The operation process comprises the following steps: when the screw extrusion dehydrator starts to work, the motor drives the speed reducer to work through the belt, and the shaft coupling transmits rotation to enable the main shaft to rotate.
When the main shaft rotates, the fixed section of the main shaft and the spiral main shaft are welded into a whole, so that the main shaft rotates synchronously, and the rotation is transmitted to the main shaft split spiral section by the second differential gear at the rear end to rotate the main shaft split spiral section.

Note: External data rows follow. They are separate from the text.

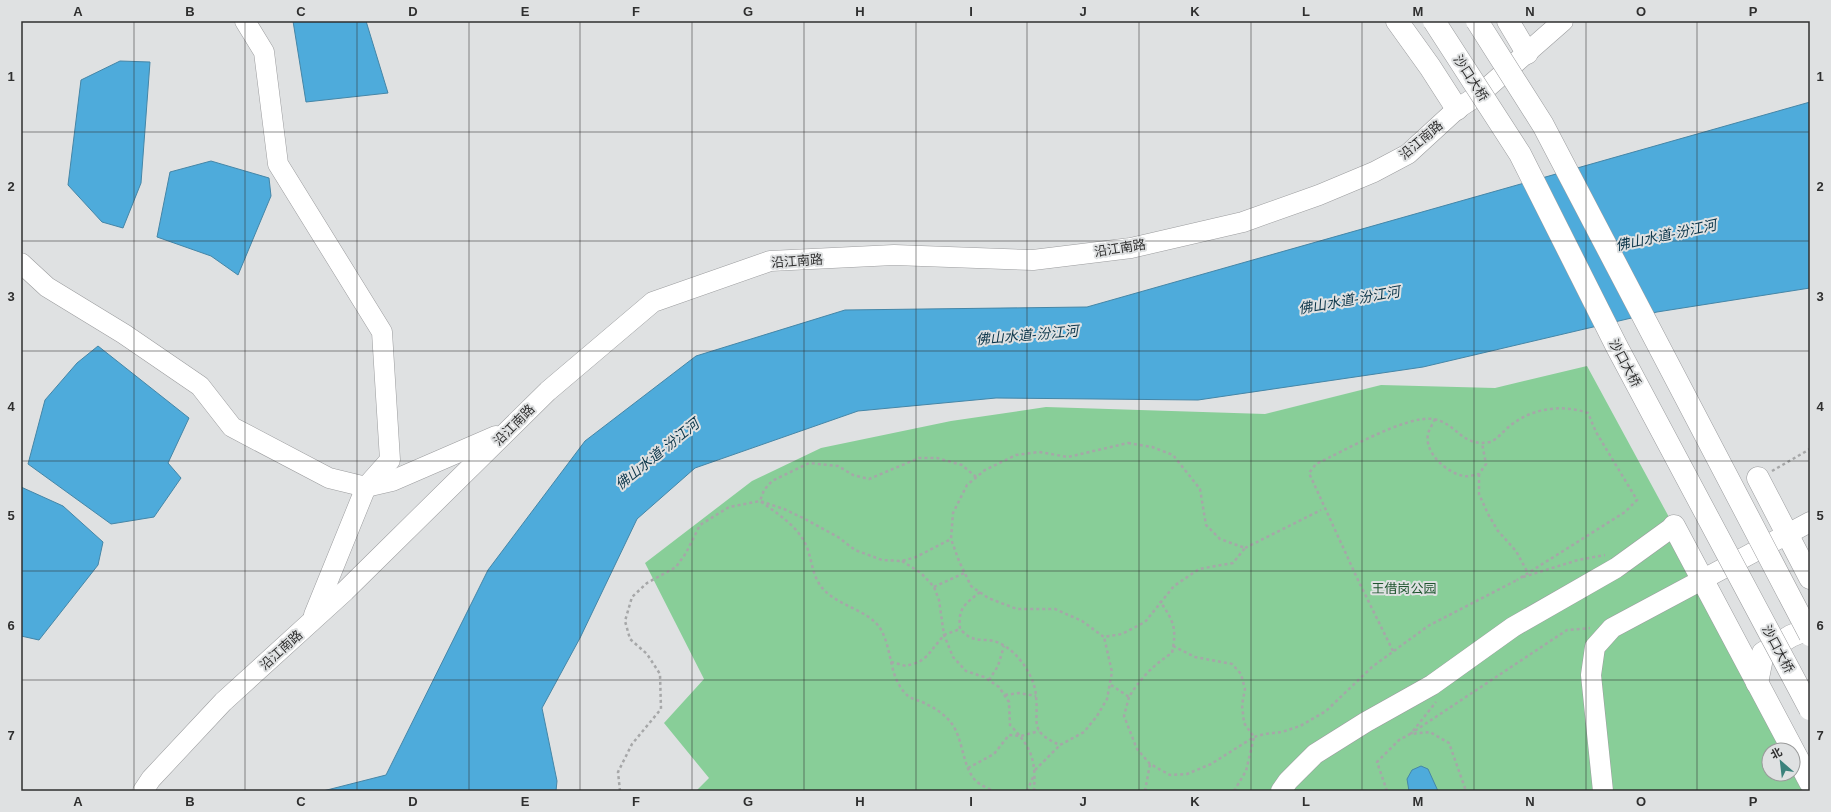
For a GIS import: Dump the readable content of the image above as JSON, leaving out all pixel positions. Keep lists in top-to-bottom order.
{
  "streets": {
    "main road": ["沙口大桥"],
    "street": ["沿江南路"]
  },
  "water": ["佛山水道-汾江河"],
  "parks": ["王借岗公园"],
  "north": "top left",
  "grid": {
    "columns": [
      "A",
      "B",
      "C",
      "D",
      "E",
      "F",
      "G",
      "H",
      "I",
      "J",
      "K",
      "L",
      "M",
      "N",
      "O",
      "P"
    ],
    "rows": [
      "1",
      "2",
      "3",
      "4",
      "5",
      "6",
      "7"
    ]
  }
}
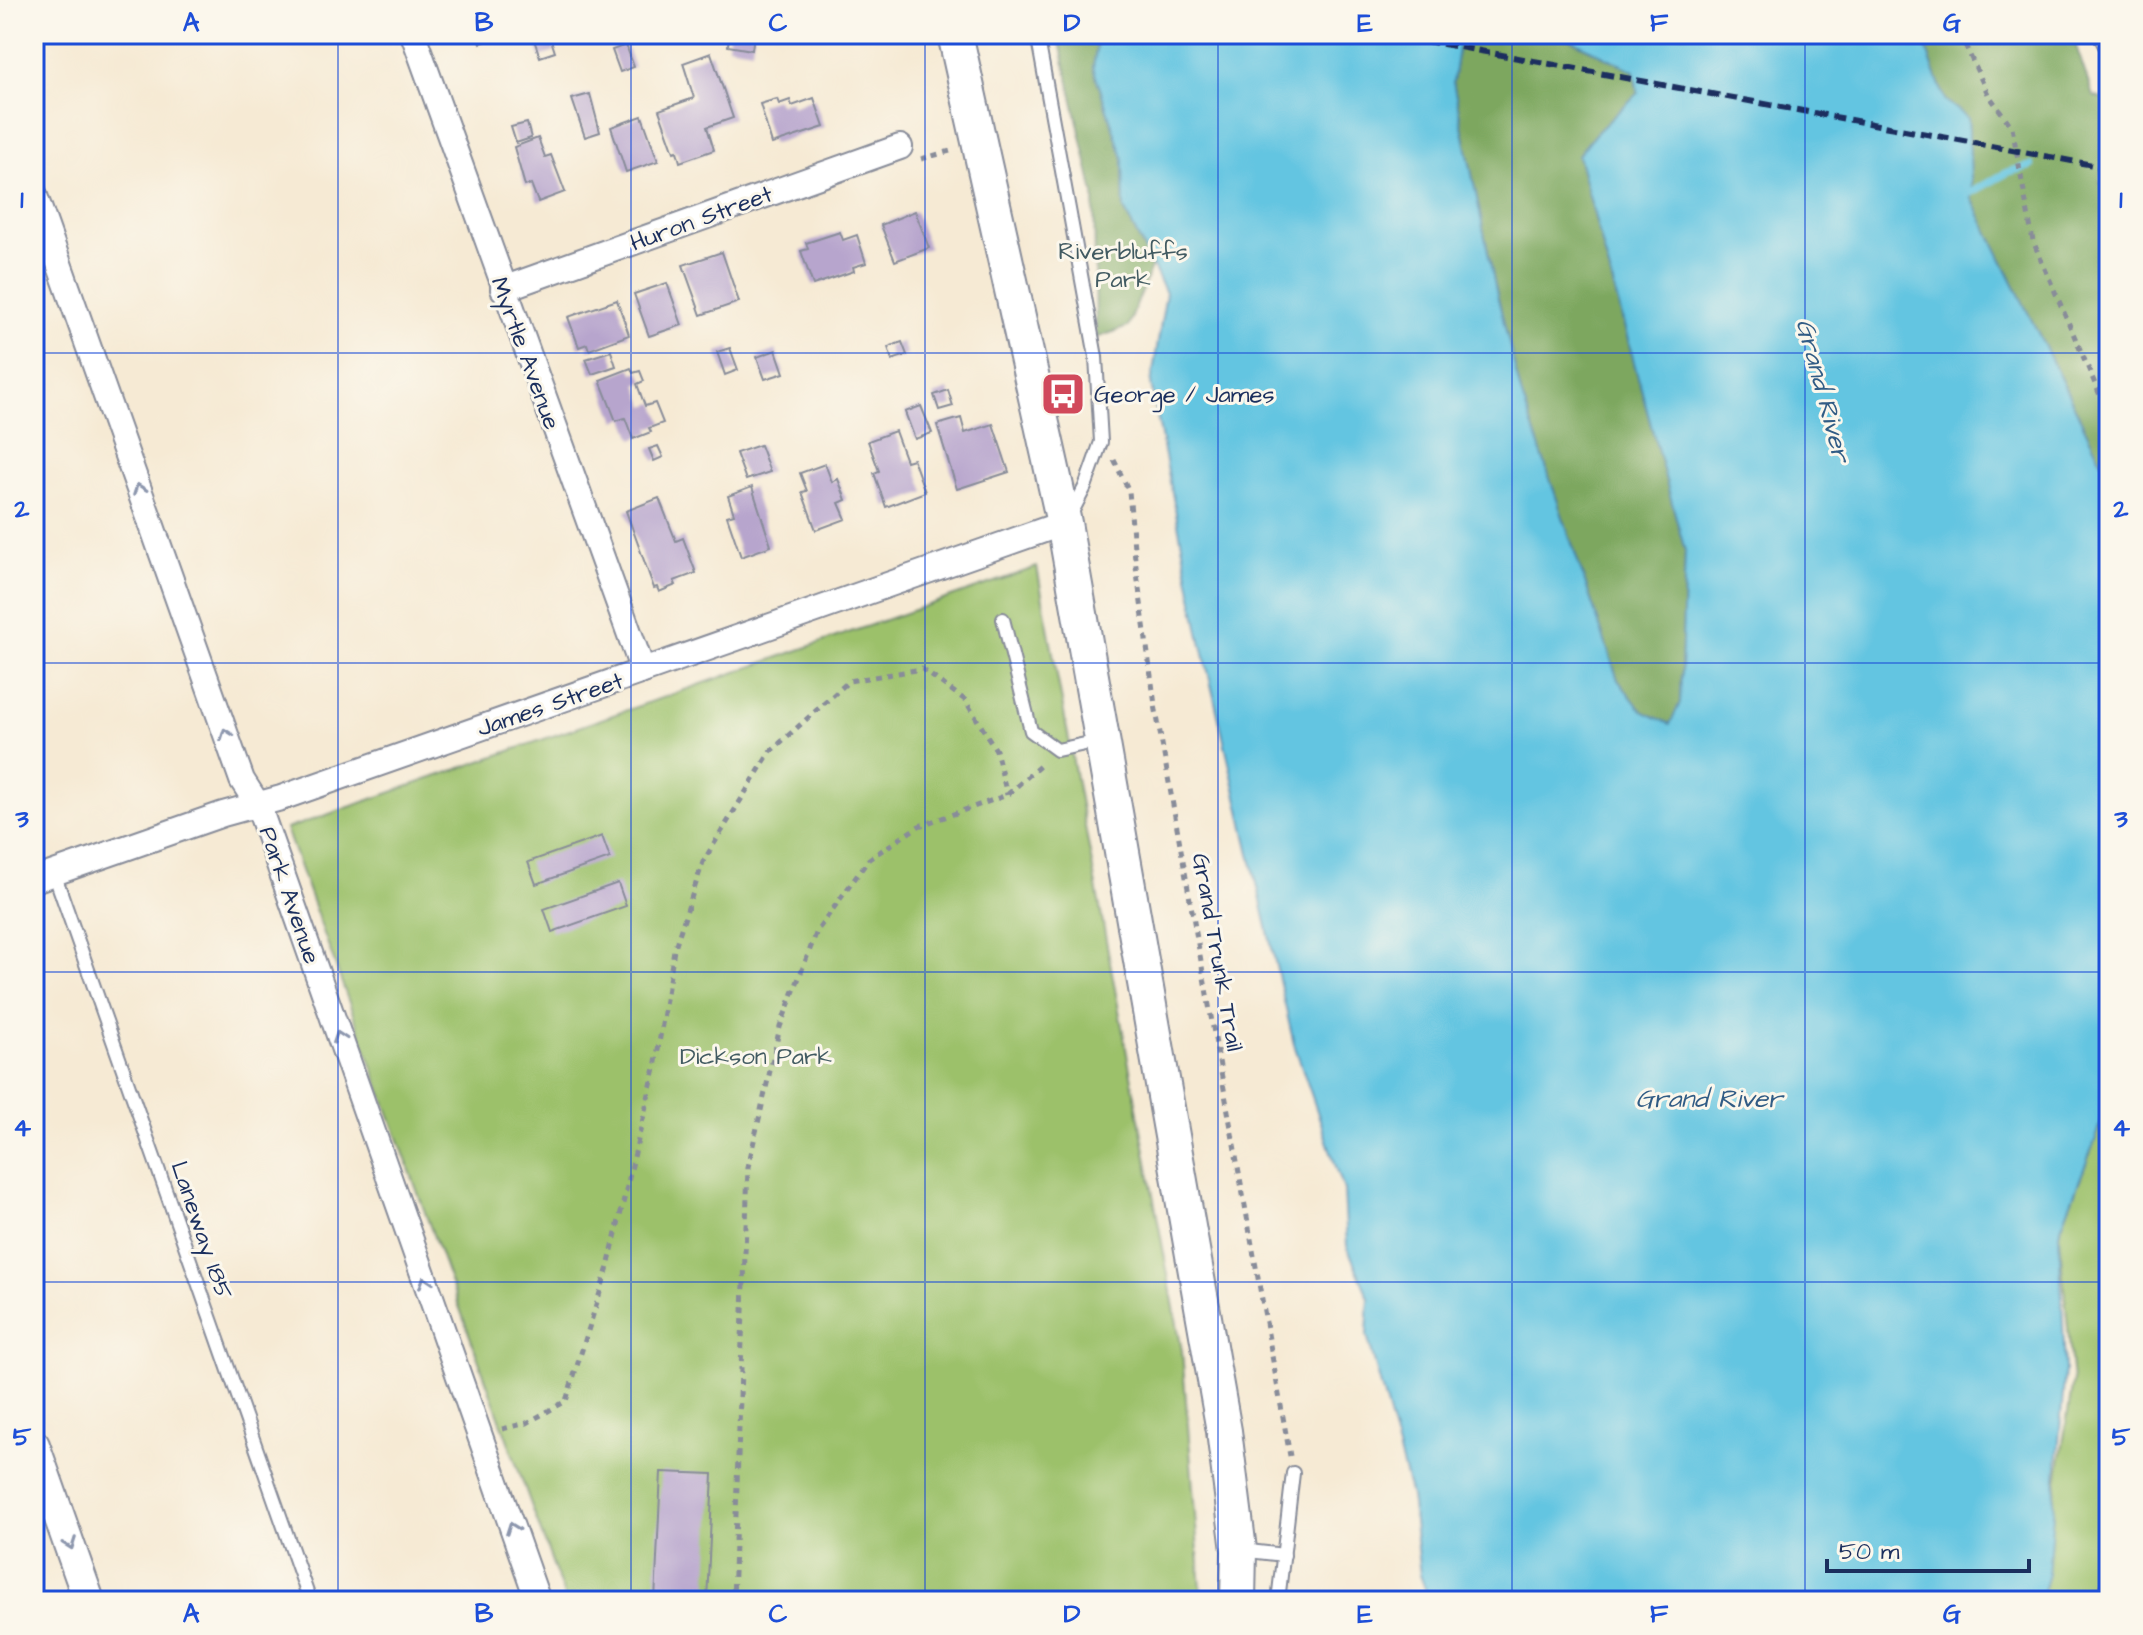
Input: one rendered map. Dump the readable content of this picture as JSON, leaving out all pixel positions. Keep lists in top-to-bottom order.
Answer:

The first differential gear and the second differential gear are different in proportion, so that the rotation speed asynchronization of the fixed section of the main shaft screw shaft and the split spiral section of the main shaft can be realized during the rotation of the main shaft, and the dislocation type propulsion compression effect on the extruded materials is generated.
When the materials are conveyed to the main shaft spiral holding shaft due to the characteristics and are not pushed forwards, the formed holding shaft binding areas can be disturbed by the differential mechanism, so that the formed holding shaft binding areas cannot form a hardened holding shaft area, the materials are scattered, and the materials can be conveyed forwards normally.
Meanwhile, the main shaft split fixing section is a fixed non-rotating section, when the main shaft split spiral section rotates in a differential mode, due to the fact that the fixing section does not rotate along with the main shaft split spiral section, materials and the shaft do not rotate relatively, the fact that the materials only have forward pushing and conveying capacity at the stage is guaranteed, the problem that feeding materials are small in forward pushing force is solved, pushing force required by rear-section extrusion is effectively provided, and the problem that materials are blocked due to too large extrusion force of the extruder is solved.
The above description is only a preferred embodiment of the present invention, and not intended to limit the scope of the present invention, and all modifications of equivalent structures and equivalent processes, which are made by using the contents of the present specification and the accompanying drawings, or directly or indirectly applied to other related technical fields, are included in the scope of the present invention.